State Management

MCP Tools

Deep workflow for client (and hybrid) state—modeling domain vs UI state, server cache vs client store, async and consistency, DevTools, persistence, and testing. Use when choosing Redux/Zustand/Recoil/Context, fixing stale UI, or designing data flow in React/Vue/Svelte apps.

Install

openclaw skills install state-management

State Management (Deep Workflow)

Most “state bugs” are ownership and lifecycle bugs: who writes, when it syncs, and what happens on failure. Guide users to explicit models instead of ad-hoc globals.

When to Offer This Workflow

Trigger conditions:

  • Prop drilling pain, inconsistent UI, duplicate sources of truth
  • Stale data after mutations; optimistic UI gone wrong
  • Choosing a library vs Context vs server-state library (React Query, SWR, Apollo)
  • SSR/hydration + client state mismatches

Initial offer:

Use six stages: (1) inventory state kinds, (2) assign ownership, (3) server vs client boundaries, (4) async & updates, (5) persistence & URLs, (6) testing & DevTools. Confirm framework and data fetching approach.
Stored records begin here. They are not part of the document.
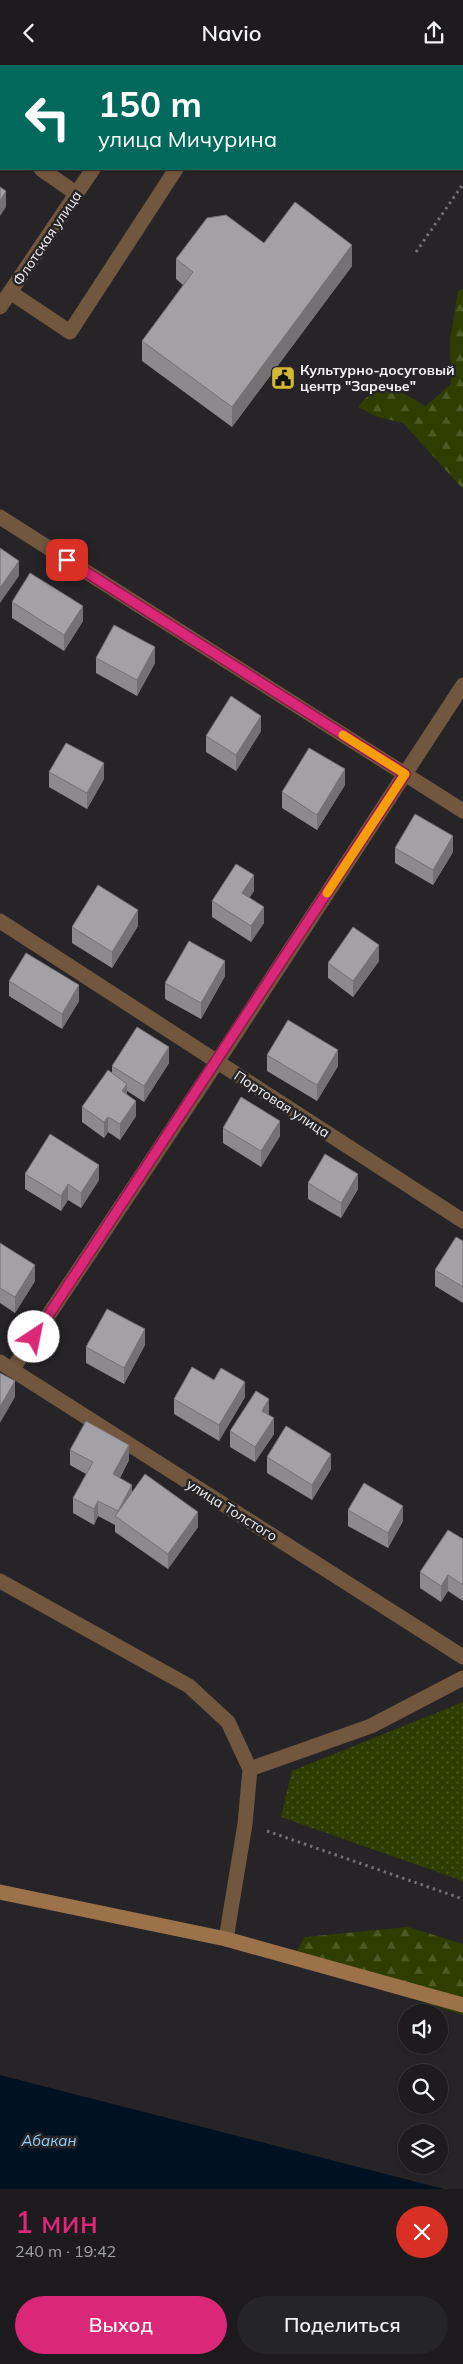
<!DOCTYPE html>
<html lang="ru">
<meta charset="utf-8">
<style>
:root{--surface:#1d1b1d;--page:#252426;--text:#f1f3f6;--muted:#a0a1a4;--line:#3b393b;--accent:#db2777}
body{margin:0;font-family:Mulish,sans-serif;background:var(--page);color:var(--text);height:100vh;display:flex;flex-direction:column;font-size:19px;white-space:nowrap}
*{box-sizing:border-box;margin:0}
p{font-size:16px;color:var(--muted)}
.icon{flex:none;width:28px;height:28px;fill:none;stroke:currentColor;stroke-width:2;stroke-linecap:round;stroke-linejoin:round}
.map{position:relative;height:2124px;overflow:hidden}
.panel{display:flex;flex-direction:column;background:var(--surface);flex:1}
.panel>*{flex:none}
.banner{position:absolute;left:0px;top:0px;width:464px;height:105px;box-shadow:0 1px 4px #0004,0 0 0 1px var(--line);background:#00695c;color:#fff;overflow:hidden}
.buttons{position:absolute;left:398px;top:1939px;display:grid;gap:10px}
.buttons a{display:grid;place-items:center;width:50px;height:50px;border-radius:50%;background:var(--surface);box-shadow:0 1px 4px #0004,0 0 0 1px var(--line);font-size:25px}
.pin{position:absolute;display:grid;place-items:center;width:42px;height:42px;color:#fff;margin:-21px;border-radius:10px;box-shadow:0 2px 8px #0006}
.me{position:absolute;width:55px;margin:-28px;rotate:34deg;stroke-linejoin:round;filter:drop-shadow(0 0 4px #0008)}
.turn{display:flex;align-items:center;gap:18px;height:105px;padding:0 15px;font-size:22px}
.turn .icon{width:65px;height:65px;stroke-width:2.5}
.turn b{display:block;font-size:35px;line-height:42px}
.round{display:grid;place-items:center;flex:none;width:52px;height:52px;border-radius:26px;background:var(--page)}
.headline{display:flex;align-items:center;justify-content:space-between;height:85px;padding:0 15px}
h1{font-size:30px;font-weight:600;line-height:38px;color:var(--accent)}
.primary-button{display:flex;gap:10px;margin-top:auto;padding:10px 15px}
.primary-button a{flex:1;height:58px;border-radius:30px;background:var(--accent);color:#fff;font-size:20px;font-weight:600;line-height:58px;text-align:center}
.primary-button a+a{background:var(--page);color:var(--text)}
header{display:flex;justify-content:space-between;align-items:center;height:65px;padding:0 15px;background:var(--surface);font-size:22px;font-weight:600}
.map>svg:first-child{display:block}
</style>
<header><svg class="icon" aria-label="back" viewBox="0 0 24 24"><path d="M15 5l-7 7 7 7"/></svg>Navio<svg class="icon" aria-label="share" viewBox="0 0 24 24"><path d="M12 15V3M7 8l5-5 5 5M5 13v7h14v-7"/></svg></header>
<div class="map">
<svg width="463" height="2124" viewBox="0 0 463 2124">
<defs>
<pattern id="forest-firs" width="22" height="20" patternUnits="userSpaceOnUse" patternTransform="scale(1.25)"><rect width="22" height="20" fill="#2f3e00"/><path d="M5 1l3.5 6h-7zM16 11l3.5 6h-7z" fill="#4e5a26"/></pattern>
<pattern id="park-dots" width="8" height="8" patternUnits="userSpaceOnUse" patternTransform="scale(1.25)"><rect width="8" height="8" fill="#2f3e00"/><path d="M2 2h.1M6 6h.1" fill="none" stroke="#4e5a26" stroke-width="1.8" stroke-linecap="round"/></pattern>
</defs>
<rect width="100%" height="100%" fill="#272427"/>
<path fill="url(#forest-firs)" d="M463,224v200l-60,-66 -25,-6 -20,-10 23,-26 45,25 25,-22 -1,-45 8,-48z
M408,1862l55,17v71l-171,-56 13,-22z"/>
<path fill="url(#park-dots)" d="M463,1637v179l-182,-64 11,-46z"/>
<path fill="#001221" d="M0,2010l444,114h-444z"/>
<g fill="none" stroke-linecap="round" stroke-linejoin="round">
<path stroke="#737073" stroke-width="3" stroke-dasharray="2.5 4" stroke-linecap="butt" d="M364,0l1,1
M445,0l2,1
M193,1l1,-1
M235,1l3,-1
M462,12h1
M462,20h1
M416,187l47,-68
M267,1766l196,68"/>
<path stroke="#71573e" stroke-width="15" d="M0,11l1,-1
M0,76l1,1
M41,104l36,25
M10,227l60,40 106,-163"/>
<path stroke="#71573e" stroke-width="15" d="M163,1l1,-1
M0,242l93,-138
M0,452l463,294
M0,856l463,300
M0,1297l463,295
M12,1305l205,-308 246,-377
M0,1516l189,105 39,36 22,47 -5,55 -19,115
M250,1704l121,-43 92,-48"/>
<path stroke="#9b724a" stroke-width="15" d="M0,1827l226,47 237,66"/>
</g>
<path fill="#8d8a8f" d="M264,178l88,23 -120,161 -90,-66v-20l41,-56 -7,-6v-20z
M12,537l71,19 -19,30 -52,-33z
M96,593l59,5 -18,33 -41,-23z
M261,666l-25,40 -30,-19v-16z
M49,707l55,7 -17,30 -38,-22z
M345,720l-28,45 -35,-22v-16z
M395,783l58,4 -20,33 -38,-22z
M254,826l-5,7 15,25 -13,19 -39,-25v-16z
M138,861l-26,42 -40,-25v-16z
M379,896l-26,36 -25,-19v-15z
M225,911l-24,43 -36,-20v-16z
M9,916l70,20 -17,28 -53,-33z
M267,990l71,11 -21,35 -50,-30z
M169,998l-25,39 -17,-11v4l9,21 -16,24 -12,-8 -4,6 -22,-16v-15l30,-33v-8z
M223,1063l57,8 -19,31 -38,-24z
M25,1109l74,6 -18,28 -13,-8 -7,11 -36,-22z
M308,1118l50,6 -17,29 -33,-19z
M463,1176v62l-28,-17v-16z
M0,1178l35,38 -20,32 -15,-10z
M145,1280l-21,39 -38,-21v-16z
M214,1315l31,17 -26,44 -45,-27v-15z
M269,1350l5,19 -19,28 -25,-15v-16z
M70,1385l59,10 -9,18 12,15 66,34 -30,42 -53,-37v-7l-17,-9 -4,9 -21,-12v-15l13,-24 -16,-9z
M267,1392l64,12 -19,31 -45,-27z
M348,1445l55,11 -15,27 -40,-22z
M463,1474v62l-15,-10 -7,11 -21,-14v-16z"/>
<path fill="#737174" d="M104,0h10l-1,1h-10z
M6,126v16l-6,9v-15z
M352,180v21l-120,161v-20z
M19,496v15l-19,27v-15z
M83,541v15l-19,30v-16z
M155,582v16l-18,33v-16z
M261,651v15l-25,40v-16z
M104,698v16l-17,30v-16z
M345,704v16l-28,45v-15z
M453,771v16l-20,33v-15z
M254,810v16l-12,18v-16z
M264,842v16l-13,19v-16z
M138,845v16l-26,42v-16z
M379,880v16l-26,36v-16z
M225,896v15l-24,43v-16z
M79,920v16l-17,28v-15z
M169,982v16l-25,39v-16z
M338,985v16l-21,35v-16z
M127,1019v15l-5,-8z
M136,1036v15l-16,24v-16z
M108,1052v15l-4,6v-16z
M280,1056v15l-19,31v-16z
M99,1100v15l-18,28v-15z
M358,1109v15l-17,29v-15z
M68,1119v16l-7,11v-15z
M35,1200v16l-20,32v-16z
M145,1264v16l-21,39v-16z
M15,1316v16l-15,26v-16z
M245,1317v15l-26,44v-16z
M269,1334v16l-7,-4z
M274,1353v16l-19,28v-15z
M129,1380v15l-16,29v-15z
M331,1389v15l-19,31v-15z
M132,1420v15l-14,18v-7z
M98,1436v15l-4,9v-16z
M403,1441v15l-15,27v-15z
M198,1447v15l-30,42v-15z
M448,1510v16l-7,11v-16z"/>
<path fill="#a4a1a6" stroke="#737174" d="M33,0h71l-1,1h-71z
M0,122l6,4 -6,10z
M295,137l57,43 -120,162 -90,-66 51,-69 -17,-13 31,-41 19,-3 38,28z
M0,483l19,13 -19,27z
M30,508l53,33 -19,29 -52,-33z
M114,560l41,22 -18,33 -41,-22z
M231,631l30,20 -25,39 -30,-19z
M66,678l38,20 -17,30 -38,-21z
M309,683l36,21 -28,46 -35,-23z
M415,749l38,22 -20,34 -38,-22z
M236,799l18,11 -12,18 22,14 -13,19 -39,-25z
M98,820l40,25 -26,42 -40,-25z
M353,862l26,18 -26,36 -25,-18z
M189,876l36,20 -24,42 -36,-20z
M26,888l53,32 -17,29 -53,-33z
M288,955l50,30 -21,35 -50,-30z
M137,962l32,20 -25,39 -32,-20z
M108,1005l19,14 -5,7 14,10 -16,23 -12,-7 -4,5 -22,-15z
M241,1032l39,24 -19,30 -38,-23z
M50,1069l49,31 -18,28 -13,-9 -7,12 -36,-22z
M325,1089l33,20 -17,29 -33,-20z
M456,1172l7,4v46l-28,-17z
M0,1178l35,22 -20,32 -15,-9z
M107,1244l38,20 -21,39 -38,-21z
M192,1302l22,13 7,-12 24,14 -26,43 -45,-26z
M0,1308l15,8 -15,26z
M256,1326l13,8 -7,12 12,7 -19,29 -25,-16z
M86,1356l43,24 -16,29 19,11 -14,26 -20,-10 -4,8 -21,-11 20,-36 -23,-12z
M286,1361l45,28 -19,31 -45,-28z
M145,1409l53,38 -30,42 -53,-38z
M364,1418l39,23 -15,27 -40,-23z
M448,1465l15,9v46l-15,-10 -7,11 -21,-14z"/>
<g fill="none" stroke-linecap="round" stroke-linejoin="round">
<defs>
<path id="route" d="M34,1272l371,-563 -338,-214"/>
</defs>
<use href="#route" stroke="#8e194d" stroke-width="12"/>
<use href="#route" stroke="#db2777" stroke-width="9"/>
<path stroke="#f59e0b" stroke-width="9" d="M327,828l78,-119 -62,-39"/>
</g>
<defs>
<symbol id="civic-square" viewBox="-11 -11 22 22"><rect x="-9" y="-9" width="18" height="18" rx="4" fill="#d2b635" stroke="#272427"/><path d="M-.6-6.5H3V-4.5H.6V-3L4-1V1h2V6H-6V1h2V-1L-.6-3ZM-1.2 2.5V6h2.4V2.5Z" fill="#111"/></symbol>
</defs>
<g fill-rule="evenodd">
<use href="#civic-square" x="269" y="299" width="28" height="28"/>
</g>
<g text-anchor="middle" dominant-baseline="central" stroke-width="5" stroke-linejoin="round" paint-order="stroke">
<g font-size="14" fill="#f4f2f4" stroke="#272427">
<text transform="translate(47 173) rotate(-56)">Флотская улица</text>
<text transform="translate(282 1039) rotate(33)">Портовая улица</text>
<text transform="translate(232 1445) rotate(32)">улица Толстого</text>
</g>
<g font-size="14" font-weight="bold" fill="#f4f2f4" stroke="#272427" text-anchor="start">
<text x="300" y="305">Культурно-досуговый<tspan x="300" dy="16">центр "Заречье"</tspan></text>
</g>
<g font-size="15" font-style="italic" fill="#91d0f7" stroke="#272427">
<text x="49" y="2075">Абакан</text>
</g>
</g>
</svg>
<div class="buttons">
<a><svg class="icon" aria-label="sound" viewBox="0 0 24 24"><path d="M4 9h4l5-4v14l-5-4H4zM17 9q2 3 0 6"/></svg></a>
<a><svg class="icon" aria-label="search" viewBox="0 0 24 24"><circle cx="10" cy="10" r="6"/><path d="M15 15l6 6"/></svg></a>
<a><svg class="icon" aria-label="layers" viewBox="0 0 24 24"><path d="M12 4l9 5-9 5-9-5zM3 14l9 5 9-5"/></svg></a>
</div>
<div class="pin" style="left:67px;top:495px;background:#d93025"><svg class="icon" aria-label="arrive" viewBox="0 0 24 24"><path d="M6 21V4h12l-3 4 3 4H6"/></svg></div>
<svg class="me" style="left:34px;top:1272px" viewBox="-20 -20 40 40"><circle r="19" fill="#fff"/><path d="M0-13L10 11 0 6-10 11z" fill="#db2777"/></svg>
<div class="banner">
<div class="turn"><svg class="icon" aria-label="left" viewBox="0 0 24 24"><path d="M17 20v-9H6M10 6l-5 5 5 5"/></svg><div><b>150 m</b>улица Мичурина</div></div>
</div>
</div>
<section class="panel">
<div class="headline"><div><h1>1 мин</h1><p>240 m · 19:42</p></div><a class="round" style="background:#d93025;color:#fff"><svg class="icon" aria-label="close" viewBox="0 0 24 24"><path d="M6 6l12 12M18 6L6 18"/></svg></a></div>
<div class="primary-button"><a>Выход</a><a>Поделиться</a></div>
</section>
Stage 1: Inventory State Kinds

Goal: Classify what state exists before picking tools.

Categories

  • Remote/server state: API responses, pagination, staleness—often not Redux-shaped
  • URL state: filters, tabs, selection when shareable/bookmarkable
  • Session UI state: modals, toggles, transient form drafts
  • Client-derived: sorted/filtered views of remote data—avoid storing both raw and derived as writable truths
  • Global cross-cutting: auth user, theme, feature flags—with clear read-only vs mutable rules

Exit condition: Table of state slicessource of truthconsumers.


Stage 2: Assign Ownership

Goal: One writer per piece of truth (or strict reducer pattern).

Rules of Thumb

  • Colocate state where it’s used if not shared—don’t globalize prematurely
  • Lift only when multiple subtrees need it or prop chains hurt and ownership is clear
  • Avoid copying server entities into multiple stores without sync rules

Exit condition: For each slice: who sets, who reads, invalidation story.


Stage 3: Server vs Client Boundaries

Goal: Prefer server-state libraries for remote data; use client stores for true client concerns.

Guidance

  • React Query / SWR / RTK Query: caching, dedupe, refetch, background refresh—use for HTTP JSON
  • GraphQL clients: normalized cache + mutations with update policies
  • Redux: great for predictable global client state + middleware—not every fetch response

Anti-patterns

  • Storing full API JSON in Redux without normalization when Apollo/Query would fit
  • Double fetch: SSR then client refetch without coordination—use hydration patterns

Exit condition: Remote data has defined cache keys, stale time, and mutation flow.


Stage 4: Async & Consistency

Goal: Loading, error, empty, and retry are first-class; optimistic updates are safe or scoped.

Practices

  • Optimistic UI: rollback path; idempotent mutations; server reconciliation
  • Ordering: serial vs parallel requests; race cancellation (AbortController)
  • Pagination/infinite scroll: cursor stability; dedupe pages

Concurrency

  • Last write wins awareness; versioning or ETags if server supports

Exit condition: User-visible failure modes handled; no silent stale success.


Stage 5: Persistence & URL

Goal: Decide what survives refresh, what is shareable, and security.

Options

  • URL query for filters/tabs when users share links
  • localStorage/sessionStorage for drafts—mind XSS risk (sensitive data → not localStorage)
  • IndexedDB for offline—complexity tax

Exit condition: Sensitive data never persisted client-side inappropriately.


Stage 6: Testing & DevTools

Goal: State logic is unit-testable; time-travel/debug when needed.

Practices

  • Pure reducers / small hooks for rules
  • Integration tests for critical flows with MSW or mock server
  • DevTools: Redux/Query panels—ensure team knows how to inspect cache

Final Review Checklist

  • State classified: remote vs UI vs URL vs derived
  • Single owner per truth; invalidation clear
  • Server cache strategy chosen for API data
  • Async/error/empty/optimistic paths specified
  • Persistence/security boundaries respected

Tips for Effective Guidance

  • Start minimal: Context + server-state library solves many “Redux-sized” problems.
  • Always ask: “What is the source of truth after mutation returns?”
  • Mention React Strict Mode double-invoke when debugging weird effect behavior.

Handling Deviations

  • Legacy Redux everywhere: incremental migration—feature modules first, remote data to Query next.
  • Non-React: map patterns to signals/stores (Vue Pinia, Svelte stores) with same ownership discipline.